[Dataset entries]
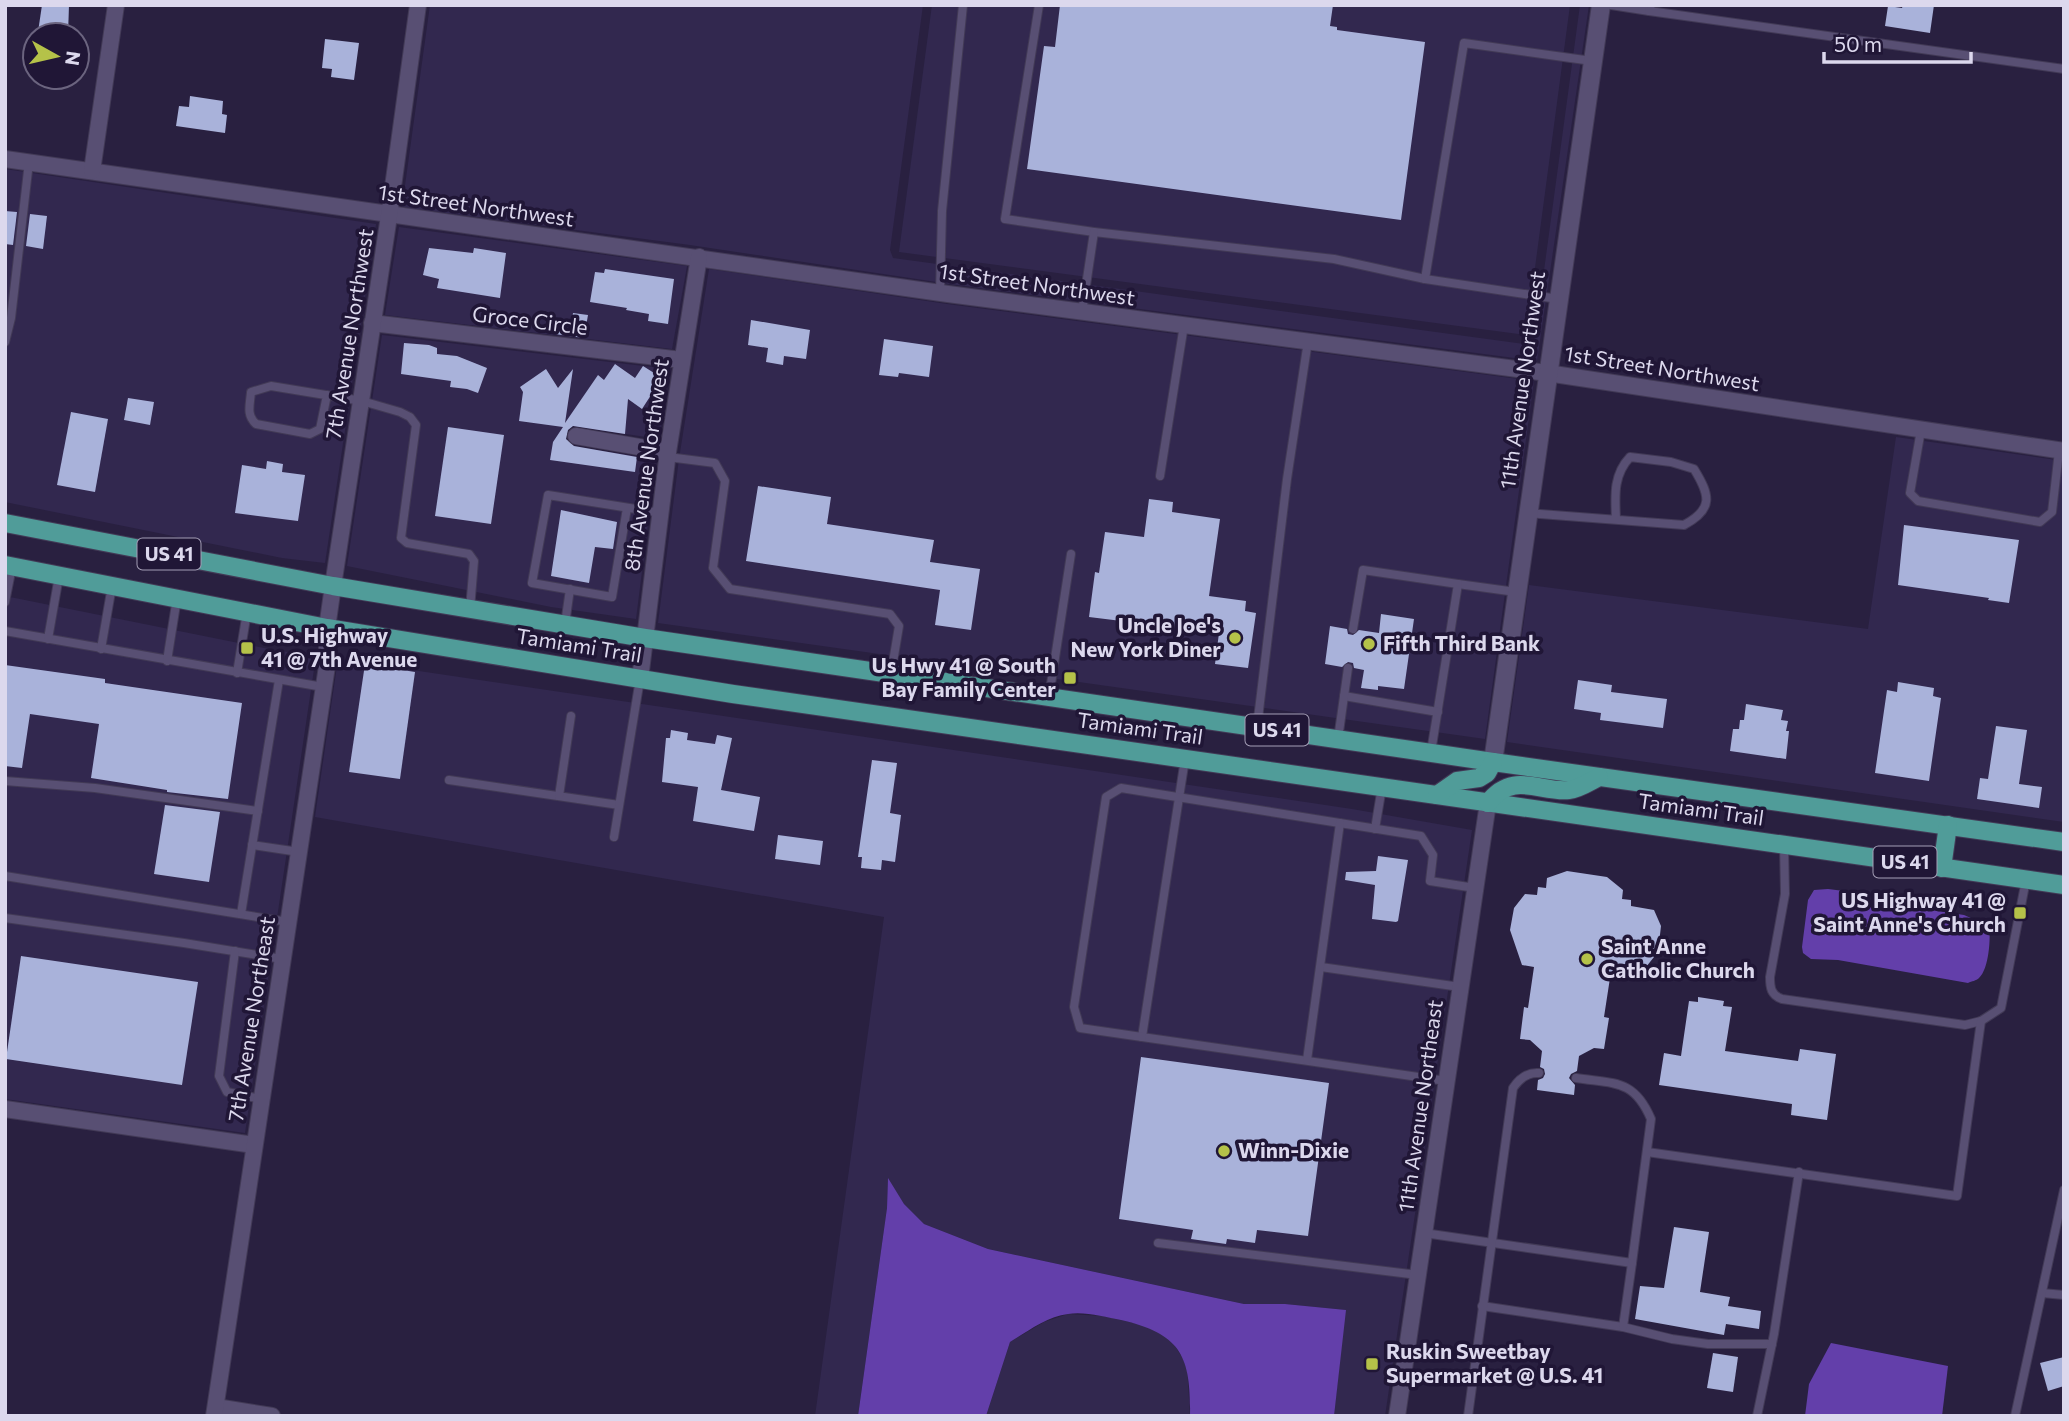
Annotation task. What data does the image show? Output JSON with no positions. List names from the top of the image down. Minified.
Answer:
{"streets":{"main road":["US 41","Tamiami Trail"],"street":["1st Street Northwest","Groce Circle","7th Avenue Northwest","11th Avenue Northwest","8th Avenue Northwest","7th Avenue Northeast","11th Avenue Northeast"]},"crossings":[["1st Street Northwest","7th Avenue Northwest"],["1st Street Northwest","11th Avenue Northwest"],["1st Street Northwest","8th Avenue Northwest"],["Groce Circle","7th Avenue Northwest"],["Groce Circle","8th Avenue Northwest"],["7th Avenue Northwest","Tamiami Trail"],["7th Avenue Northwest","7th Avenue Northeast"],["11th Avenue Northwest","Tamiami Trail"],["8th Avenue Northwest","Tamiami Trail"],["Tamiami Trail","7th Avenue Northeast"],["Tamiami Trail","11th Avenue Northeast"]],"places":{"other":["Uncle Joe's New York Diner","Fifth Third Bank","Saint Anne Catholic Church","Winn-Dixie"],"transit":["U.S. Highway 41 @ 7th Avenue","Us Hwy 41 @ South Bay Family Center","US Highway 41 @ Saint Anne's Church","Ruskin Sweetbay Supermarket @ U.S. 41"]},"scale_bar":"50 m","north":"right"}
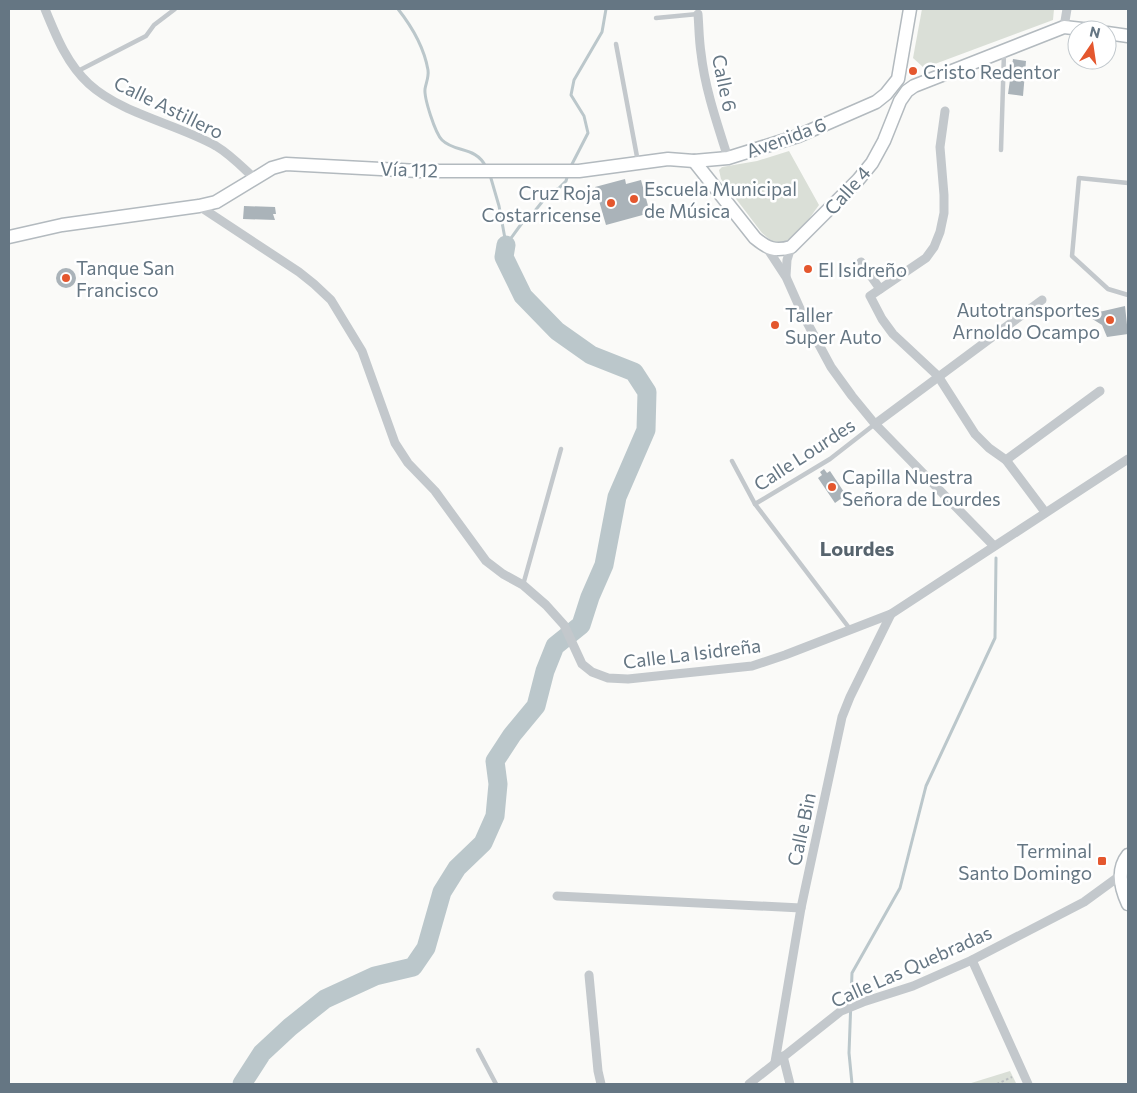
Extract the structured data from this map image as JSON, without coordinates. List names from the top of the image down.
{
  "streets": {
    "main road": ["Avenida 6", "Vía 112", "Calle 4"],
    "street": [
      "Calle 6",
      "Calle Astillero",
      "Calle La Isidreña",
      "Calle Bin",
      "Calle Las Quebradas"
    ],
    "lane": ["Calle Lourdes"]
  },
  "crossings": [
    ["Calle 6", "Avenida 6"],
    ["Calle Astillero", "Vía 112"],
    ["Avenida 6", "Vía 112"],
    ["Vía 112", "Calle La Isidreña"],
    ["Calle Lourdes", "Calle La Isidreña"],
    ["Calle La Isidreña", "Calle Bin"],
    ["Calle Bin", "Calle Las Quebradas"]
  ],
  "districts": ["Lourdes"],
  "places": {
    "other": [
      "Cristo Redentor",
      "Escuela Municipal de Música",
      "Cruz Roja Costarricense",
      "El Isidreño",
      "Tanque San Francisco",
      "Autotransportes Arnoldo Ocampo",
      "Taller Super Auto",
      "Capilla Nuestra Señora de Lourdes"
    ],
    "transit": ["Terminal Santo Domingo"]
  },
  "north": "top"
}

- [Prompt]
All of the data is to be transcribed exactly, with images omitted.

- [Exercise solution]
Annotation task. What data does the image show? Output JSON with no positions. List names from the top of the image down. Minified.
Answer:
{"streets":{"main road":["US 41","Tamiami Trail"],"street":["1st Street Northwest","Groce Circle","7th Avenue Northwest","11th Avenue Northwest","8th Avenue Northwest","7th Avenue Northeast","11th Avenue Northeast"]},"crossings":[["1st Street Northwest","7th Avenue Northwest"],["1st Street Northwest","11th Avenue Northwest"],["1st Street Northwest","8th Avenue Northwest"],["Groce Circle","7th Avenue Northwest"],["Groce Circle","8th Avenue Northwest"],["7th Avenue Northwest","Tamiami Trail"],["7th Avenue Northwest","7th Avenue Northeast"],["11th Avenue Northwest","Tamiami Trail"],["8th Avenue Northwest","Tamiami Trail"],["Tamiami Trail","7th Avenue Northeast"],["Tamiami Trail","11th Avenue Northeast"]],"places":{"other":["Uncle Joe's New York Diner","Fifth Third Bank","Saint Anne Catholic Church","Winn-Dixie"],"transit":["U.S. Highway 41 @ 7th Avenue","Us Hwy 41 @ South Bay Family Center","US Highway 41 @ Saint Anne's Church","Ruskin Sweetbay Supermarket @ U.S. 41"]},"scale_bar":"50 m","north":"right"}
Extract the structured data from this map image as JSON, without coordinates. List names from the top of the image down.
{
  "streets": {
    "main road": ["Avenida 6", "Vía 112", "Calle 4"],
    "street": [
      "Calle 6",
      "Calle Astillero",
      "Calle La Isidreña",
      "Calle Bin",
      "Calle Las Quebradas"
    ],
    "lane": ["Calle Lourdes"]
  },
  "crossings": [
    ["Calle 6", "Avenida 6"],
    ["Calle Astillero", "Vía 112"],
    ["Avenida 6", "Vía 112"],
    ["Vía 112", "Calle La Isidreña"],
    ["Calle Lourdes", "Calle La Isidreña"],
    ["Calle La Isidreña", "Calle Bin"],
    ["Calle Bin", "Calle Las Quebradas"]
  ],
  "districts": ["Lourdes"],
  "places": {
    "other": [
      "Cristo Redentor",
      "Escuela Municipal de Música",
      "Cruz Roja Costarricense",
      "El Isidreño",
      "Tanque San Francisco",
      "Autotransportes Arnoldo Ocampo",
      "Taller Super Auto",
      "Capilla Nuestra Señora de Lourdes"
    ],
    "transit": ["Terminal Santo Domingo"]
  },
  "north": "top"
}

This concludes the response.